**Your goal:** Search the records below for the word "height". Pull out each line that has it.

**Task data:**
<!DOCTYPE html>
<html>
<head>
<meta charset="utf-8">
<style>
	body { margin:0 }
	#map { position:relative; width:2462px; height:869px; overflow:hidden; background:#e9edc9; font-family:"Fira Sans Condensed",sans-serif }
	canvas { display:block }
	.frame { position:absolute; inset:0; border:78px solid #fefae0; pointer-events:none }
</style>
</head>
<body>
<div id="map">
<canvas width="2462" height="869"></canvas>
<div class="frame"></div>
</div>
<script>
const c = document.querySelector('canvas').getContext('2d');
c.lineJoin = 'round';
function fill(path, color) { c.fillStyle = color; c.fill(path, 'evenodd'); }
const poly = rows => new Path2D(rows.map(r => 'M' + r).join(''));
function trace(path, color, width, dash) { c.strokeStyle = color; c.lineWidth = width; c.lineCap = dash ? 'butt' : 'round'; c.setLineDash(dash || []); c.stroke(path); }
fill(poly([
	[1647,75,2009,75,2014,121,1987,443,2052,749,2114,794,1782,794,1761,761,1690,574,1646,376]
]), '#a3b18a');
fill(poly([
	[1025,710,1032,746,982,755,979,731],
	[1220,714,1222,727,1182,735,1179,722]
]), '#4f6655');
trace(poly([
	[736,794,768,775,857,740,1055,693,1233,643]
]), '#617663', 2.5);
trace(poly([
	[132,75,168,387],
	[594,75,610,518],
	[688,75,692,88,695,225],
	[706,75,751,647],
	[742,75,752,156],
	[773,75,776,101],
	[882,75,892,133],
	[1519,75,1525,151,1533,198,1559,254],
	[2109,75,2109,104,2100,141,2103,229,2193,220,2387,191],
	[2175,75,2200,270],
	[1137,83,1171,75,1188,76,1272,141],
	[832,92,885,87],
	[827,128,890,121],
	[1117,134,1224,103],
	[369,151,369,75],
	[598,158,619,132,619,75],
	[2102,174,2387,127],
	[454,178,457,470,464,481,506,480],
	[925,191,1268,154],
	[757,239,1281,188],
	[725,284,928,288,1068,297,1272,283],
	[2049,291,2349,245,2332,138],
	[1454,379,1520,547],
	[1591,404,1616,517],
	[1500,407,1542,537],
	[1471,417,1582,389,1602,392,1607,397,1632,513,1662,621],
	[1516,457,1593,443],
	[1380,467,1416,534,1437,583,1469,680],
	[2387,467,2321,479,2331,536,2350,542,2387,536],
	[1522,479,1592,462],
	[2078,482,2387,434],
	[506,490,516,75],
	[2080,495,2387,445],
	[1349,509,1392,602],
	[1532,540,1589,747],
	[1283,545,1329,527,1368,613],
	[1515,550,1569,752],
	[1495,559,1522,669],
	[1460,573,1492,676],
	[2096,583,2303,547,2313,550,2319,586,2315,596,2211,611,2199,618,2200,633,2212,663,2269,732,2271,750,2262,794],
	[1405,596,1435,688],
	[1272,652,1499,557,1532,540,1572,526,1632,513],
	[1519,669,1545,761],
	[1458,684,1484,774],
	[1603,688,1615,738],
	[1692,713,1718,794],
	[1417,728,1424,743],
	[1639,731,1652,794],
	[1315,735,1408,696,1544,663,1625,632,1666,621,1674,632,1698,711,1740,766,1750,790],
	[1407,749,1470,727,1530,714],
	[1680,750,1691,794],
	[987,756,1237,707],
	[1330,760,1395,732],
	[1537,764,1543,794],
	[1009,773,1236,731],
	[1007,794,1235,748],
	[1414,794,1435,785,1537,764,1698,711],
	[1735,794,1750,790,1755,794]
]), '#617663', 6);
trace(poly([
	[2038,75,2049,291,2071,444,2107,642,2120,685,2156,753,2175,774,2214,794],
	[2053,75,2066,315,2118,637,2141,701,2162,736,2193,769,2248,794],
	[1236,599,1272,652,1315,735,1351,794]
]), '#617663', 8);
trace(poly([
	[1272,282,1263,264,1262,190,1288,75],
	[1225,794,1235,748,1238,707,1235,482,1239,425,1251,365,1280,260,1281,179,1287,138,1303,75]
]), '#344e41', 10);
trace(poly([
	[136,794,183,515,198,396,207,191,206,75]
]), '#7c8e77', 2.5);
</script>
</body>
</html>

**Solution:**
	#map { position:relative; width:2462px; height:869px; overflow:hidden; background:#e9edc9; font-family:"Fira Sans Condensed",sans-serif }
<canvas width="2462" height="869"></canvas>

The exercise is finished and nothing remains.